* Your assignment: Look for "absolute" in every line of the listing. Copy the lines that have it.

START Input records

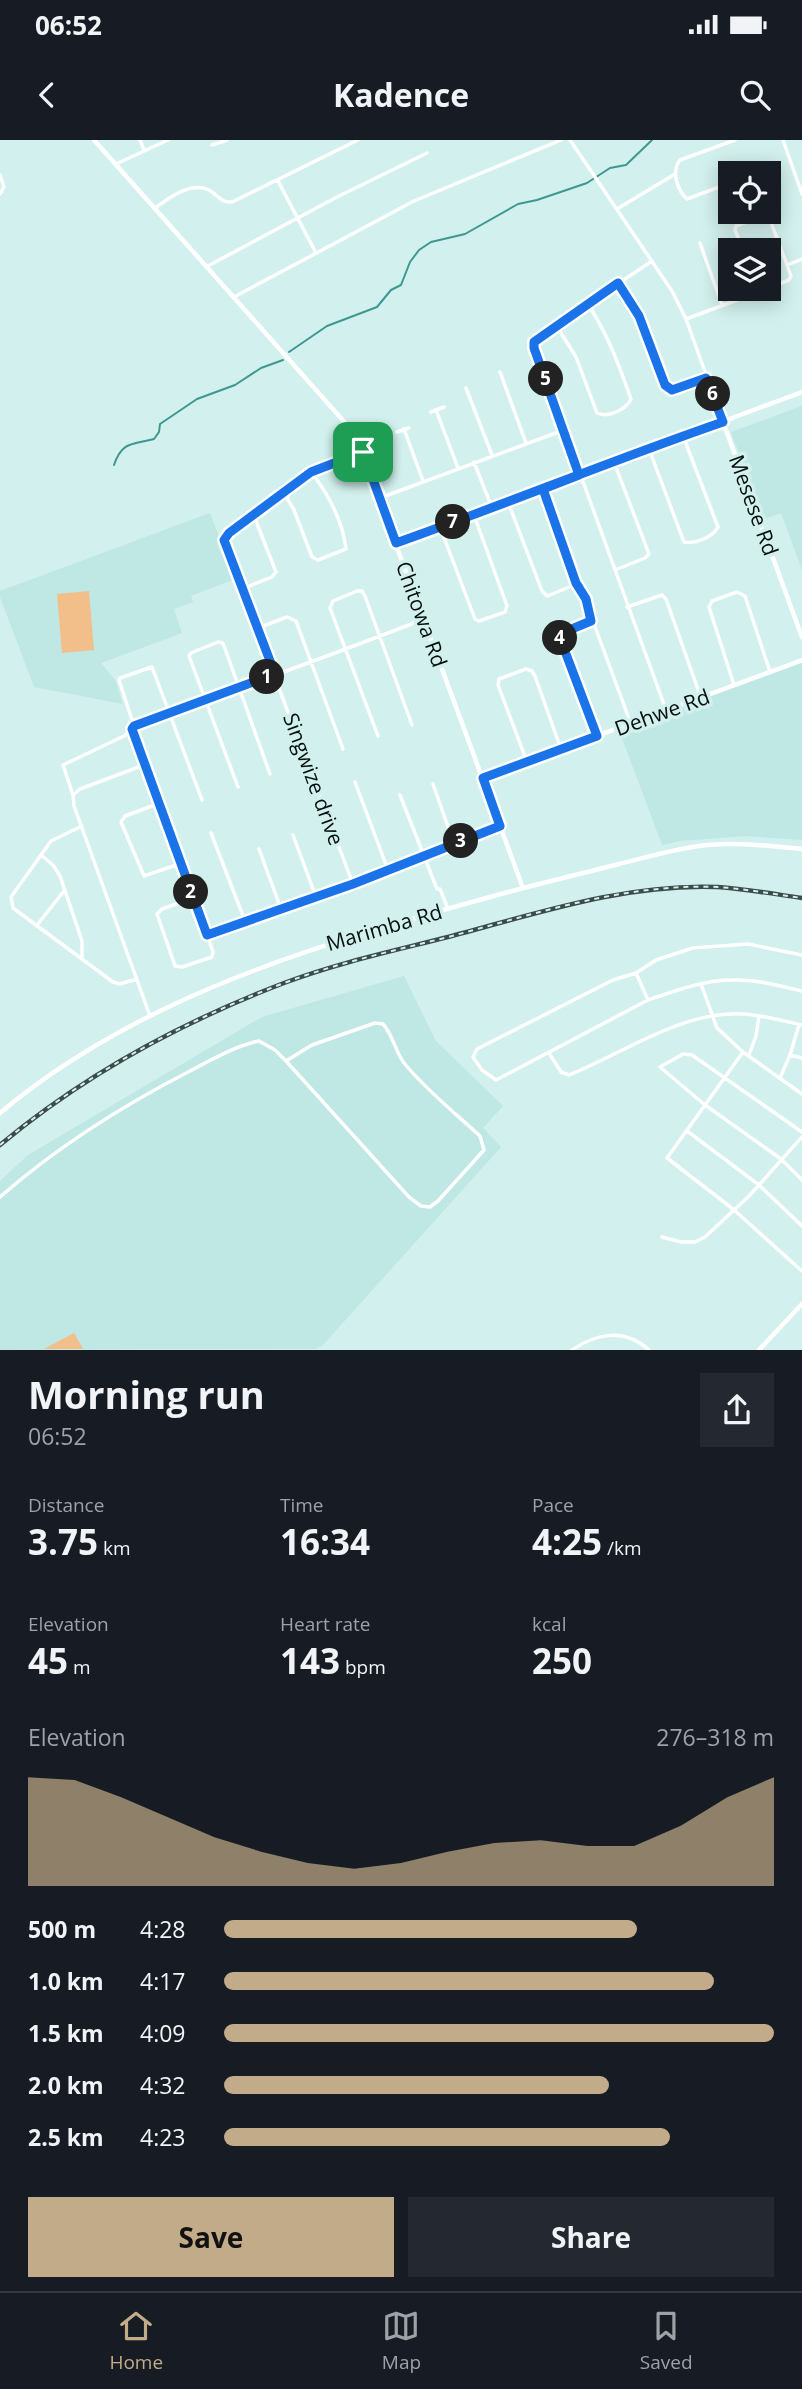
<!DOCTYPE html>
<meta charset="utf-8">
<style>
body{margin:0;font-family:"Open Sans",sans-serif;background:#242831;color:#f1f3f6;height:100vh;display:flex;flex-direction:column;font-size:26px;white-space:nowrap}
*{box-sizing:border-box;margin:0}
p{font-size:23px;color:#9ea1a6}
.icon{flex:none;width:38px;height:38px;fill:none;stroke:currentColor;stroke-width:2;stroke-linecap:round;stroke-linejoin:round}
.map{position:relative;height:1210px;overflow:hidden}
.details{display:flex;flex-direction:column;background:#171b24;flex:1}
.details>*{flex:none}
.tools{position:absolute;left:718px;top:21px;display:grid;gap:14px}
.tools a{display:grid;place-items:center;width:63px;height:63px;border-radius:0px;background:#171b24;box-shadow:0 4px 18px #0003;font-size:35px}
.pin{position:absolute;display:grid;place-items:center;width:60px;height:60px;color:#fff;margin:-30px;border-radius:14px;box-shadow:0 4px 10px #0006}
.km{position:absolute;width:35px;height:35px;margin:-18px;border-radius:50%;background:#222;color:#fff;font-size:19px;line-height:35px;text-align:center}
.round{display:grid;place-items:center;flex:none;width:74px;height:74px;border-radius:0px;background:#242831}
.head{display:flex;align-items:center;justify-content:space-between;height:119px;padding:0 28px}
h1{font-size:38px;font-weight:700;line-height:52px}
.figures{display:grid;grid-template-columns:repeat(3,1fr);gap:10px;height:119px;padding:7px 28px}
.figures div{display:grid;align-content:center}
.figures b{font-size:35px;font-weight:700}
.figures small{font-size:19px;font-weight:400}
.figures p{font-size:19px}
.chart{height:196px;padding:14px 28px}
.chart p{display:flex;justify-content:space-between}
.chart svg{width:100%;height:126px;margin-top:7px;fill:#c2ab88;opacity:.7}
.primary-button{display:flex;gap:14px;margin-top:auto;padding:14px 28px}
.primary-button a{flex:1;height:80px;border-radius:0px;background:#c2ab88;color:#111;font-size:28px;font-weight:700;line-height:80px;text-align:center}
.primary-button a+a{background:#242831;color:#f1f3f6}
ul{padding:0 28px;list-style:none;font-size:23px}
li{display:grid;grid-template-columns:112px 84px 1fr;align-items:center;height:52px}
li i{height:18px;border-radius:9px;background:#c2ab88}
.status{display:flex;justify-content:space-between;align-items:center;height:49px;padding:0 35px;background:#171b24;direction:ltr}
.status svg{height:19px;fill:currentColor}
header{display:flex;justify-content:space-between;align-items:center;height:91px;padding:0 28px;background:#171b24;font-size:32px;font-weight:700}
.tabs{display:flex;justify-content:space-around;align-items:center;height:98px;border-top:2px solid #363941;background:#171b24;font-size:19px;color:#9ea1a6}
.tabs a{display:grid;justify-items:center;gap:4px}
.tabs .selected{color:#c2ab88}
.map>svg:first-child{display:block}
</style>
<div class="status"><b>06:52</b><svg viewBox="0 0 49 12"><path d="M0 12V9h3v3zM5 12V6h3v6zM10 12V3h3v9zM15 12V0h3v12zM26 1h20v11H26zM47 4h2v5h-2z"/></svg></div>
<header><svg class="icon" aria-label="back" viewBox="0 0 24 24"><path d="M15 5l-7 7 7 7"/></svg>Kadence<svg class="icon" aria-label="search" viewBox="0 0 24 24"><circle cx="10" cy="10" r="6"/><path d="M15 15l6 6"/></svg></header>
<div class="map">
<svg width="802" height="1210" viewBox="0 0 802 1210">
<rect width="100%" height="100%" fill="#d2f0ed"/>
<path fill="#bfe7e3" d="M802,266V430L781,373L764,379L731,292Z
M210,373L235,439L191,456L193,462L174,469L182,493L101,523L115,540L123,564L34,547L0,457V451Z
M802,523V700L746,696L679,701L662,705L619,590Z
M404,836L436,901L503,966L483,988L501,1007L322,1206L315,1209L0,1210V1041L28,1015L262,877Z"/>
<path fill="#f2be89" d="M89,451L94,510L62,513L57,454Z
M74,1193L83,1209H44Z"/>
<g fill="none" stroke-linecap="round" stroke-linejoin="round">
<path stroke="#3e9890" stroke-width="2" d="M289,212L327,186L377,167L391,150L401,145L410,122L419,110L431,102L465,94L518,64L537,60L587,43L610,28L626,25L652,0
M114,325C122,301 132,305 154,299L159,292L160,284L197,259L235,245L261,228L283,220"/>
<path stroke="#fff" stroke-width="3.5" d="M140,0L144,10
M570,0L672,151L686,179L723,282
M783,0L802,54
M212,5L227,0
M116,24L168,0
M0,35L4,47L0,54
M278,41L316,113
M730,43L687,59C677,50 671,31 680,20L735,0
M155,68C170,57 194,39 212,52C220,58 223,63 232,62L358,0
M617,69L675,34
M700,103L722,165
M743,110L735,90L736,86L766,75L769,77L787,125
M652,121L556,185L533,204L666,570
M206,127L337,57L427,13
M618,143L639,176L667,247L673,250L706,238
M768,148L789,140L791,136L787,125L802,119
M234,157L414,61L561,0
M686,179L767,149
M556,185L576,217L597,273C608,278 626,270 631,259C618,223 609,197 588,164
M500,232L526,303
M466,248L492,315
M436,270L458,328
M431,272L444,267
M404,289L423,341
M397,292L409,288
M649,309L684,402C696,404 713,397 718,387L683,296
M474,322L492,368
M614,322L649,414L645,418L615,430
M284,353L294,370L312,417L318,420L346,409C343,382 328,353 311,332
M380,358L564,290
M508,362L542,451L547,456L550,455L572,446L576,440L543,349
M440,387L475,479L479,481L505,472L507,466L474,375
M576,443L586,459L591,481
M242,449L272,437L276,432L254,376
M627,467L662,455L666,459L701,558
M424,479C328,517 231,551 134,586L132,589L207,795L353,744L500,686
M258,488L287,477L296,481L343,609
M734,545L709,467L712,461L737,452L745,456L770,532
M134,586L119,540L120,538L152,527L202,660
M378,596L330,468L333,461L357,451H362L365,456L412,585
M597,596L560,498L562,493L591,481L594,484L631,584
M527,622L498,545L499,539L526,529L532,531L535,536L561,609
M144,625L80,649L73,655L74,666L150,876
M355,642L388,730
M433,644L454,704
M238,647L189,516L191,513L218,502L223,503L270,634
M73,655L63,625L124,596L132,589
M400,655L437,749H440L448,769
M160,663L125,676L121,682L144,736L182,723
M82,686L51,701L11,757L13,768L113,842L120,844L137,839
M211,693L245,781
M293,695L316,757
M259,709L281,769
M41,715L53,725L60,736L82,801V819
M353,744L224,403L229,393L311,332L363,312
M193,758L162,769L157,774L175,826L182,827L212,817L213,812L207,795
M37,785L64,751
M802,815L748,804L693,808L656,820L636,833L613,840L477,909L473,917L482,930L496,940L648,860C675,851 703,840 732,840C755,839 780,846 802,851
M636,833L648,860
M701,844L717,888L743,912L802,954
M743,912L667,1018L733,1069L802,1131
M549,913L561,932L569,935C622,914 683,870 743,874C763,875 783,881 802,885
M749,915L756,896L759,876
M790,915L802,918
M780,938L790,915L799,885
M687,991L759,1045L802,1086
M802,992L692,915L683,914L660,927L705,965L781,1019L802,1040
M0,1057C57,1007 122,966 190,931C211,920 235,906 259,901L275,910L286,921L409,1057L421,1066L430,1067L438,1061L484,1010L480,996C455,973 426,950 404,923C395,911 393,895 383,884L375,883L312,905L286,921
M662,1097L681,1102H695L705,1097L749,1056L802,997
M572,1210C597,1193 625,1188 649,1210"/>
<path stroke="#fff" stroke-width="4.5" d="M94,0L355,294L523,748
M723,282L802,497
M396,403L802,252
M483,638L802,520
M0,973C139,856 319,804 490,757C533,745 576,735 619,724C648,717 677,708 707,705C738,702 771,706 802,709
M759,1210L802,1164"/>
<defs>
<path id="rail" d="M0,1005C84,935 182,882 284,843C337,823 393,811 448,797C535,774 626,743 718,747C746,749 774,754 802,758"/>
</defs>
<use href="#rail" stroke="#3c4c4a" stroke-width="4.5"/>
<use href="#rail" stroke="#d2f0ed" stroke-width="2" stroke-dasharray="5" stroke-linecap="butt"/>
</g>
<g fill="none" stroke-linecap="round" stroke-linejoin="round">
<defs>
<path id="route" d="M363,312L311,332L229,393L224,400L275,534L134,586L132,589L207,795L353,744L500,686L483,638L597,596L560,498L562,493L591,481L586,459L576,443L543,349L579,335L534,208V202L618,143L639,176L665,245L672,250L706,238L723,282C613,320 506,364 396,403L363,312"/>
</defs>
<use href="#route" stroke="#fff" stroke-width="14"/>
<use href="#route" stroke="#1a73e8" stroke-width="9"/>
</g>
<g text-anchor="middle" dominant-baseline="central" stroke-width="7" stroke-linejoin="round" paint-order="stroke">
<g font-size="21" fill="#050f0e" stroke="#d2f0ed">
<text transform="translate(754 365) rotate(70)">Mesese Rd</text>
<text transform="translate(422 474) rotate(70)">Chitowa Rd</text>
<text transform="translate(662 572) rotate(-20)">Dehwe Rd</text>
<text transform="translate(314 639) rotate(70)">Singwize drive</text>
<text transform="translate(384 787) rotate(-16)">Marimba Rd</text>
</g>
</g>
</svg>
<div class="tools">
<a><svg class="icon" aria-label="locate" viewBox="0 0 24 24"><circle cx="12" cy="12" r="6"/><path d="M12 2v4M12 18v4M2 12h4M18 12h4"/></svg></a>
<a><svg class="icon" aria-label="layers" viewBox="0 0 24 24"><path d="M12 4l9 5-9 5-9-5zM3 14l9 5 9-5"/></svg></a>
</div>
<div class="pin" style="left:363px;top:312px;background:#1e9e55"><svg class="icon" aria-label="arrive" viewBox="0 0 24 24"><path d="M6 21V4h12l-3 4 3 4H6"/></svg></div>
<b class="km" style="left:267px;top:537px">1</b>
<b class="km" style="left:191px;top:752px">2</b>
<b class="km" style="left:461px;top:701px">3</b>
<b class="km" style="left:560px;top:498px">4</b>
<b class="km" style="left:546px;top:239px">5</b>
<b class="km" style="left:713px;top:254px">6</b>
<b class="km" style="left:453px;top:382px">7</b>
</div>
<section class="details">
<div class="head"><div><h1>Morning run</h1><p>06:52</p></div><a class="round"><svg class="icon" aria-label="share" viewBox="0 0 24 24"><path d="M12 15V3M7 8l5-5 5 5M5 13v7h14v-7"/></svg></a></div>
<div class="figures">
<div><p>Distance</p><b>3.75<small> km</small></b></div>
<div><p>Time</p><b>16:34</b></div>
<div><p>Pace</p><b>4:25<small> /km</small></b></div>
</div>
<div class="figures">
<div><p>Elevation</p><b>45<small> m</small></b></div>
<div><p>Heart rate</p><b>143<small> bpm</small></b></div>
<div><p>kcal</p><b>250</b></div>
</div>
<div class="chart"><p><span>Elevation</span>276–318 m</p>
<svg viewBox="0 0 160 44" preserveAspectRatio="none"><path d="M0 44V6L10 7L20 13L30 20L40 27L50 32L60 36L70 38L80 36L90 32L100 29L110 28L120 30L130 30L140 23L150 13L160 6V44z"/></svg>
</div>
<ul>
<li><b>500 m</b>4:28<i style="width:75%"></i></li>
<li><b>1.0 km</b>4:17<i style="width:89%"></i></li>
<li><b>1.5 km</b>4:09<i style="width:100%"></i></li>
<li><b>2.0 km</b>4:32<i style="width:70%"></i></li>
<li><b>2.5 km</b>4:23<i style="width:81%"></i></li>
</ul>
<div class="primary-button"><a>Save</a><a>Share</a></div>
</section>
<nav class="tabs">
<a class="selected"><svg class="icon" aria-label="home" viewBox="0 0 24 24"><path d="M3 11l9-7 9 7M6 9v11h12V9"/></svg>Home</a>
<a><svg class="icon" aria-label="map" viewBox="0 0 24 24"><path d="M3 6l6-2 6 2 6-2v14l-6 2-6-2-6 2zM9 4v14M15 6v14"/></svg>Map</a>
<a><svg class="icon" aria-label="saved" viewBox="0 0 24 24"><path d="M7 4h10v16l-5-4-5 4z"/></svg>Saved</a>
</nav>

END Input records

* Answer area:
.tools{position:absolute;left:718px;top:21px;display:grid;gap:14px}
.pin{position:absolute;display:grid;place-items:center;width:60px;height:60px;color:#fff;margin:-30px;border-radius:14px;box-shadow:0 4px 10px #0006}
.km{position:absolute;width:35px;height:35px;margin:-18px;border-radius:50%;background:#222;color:#fff;font-size:19px;line-height:35px;text-align:center}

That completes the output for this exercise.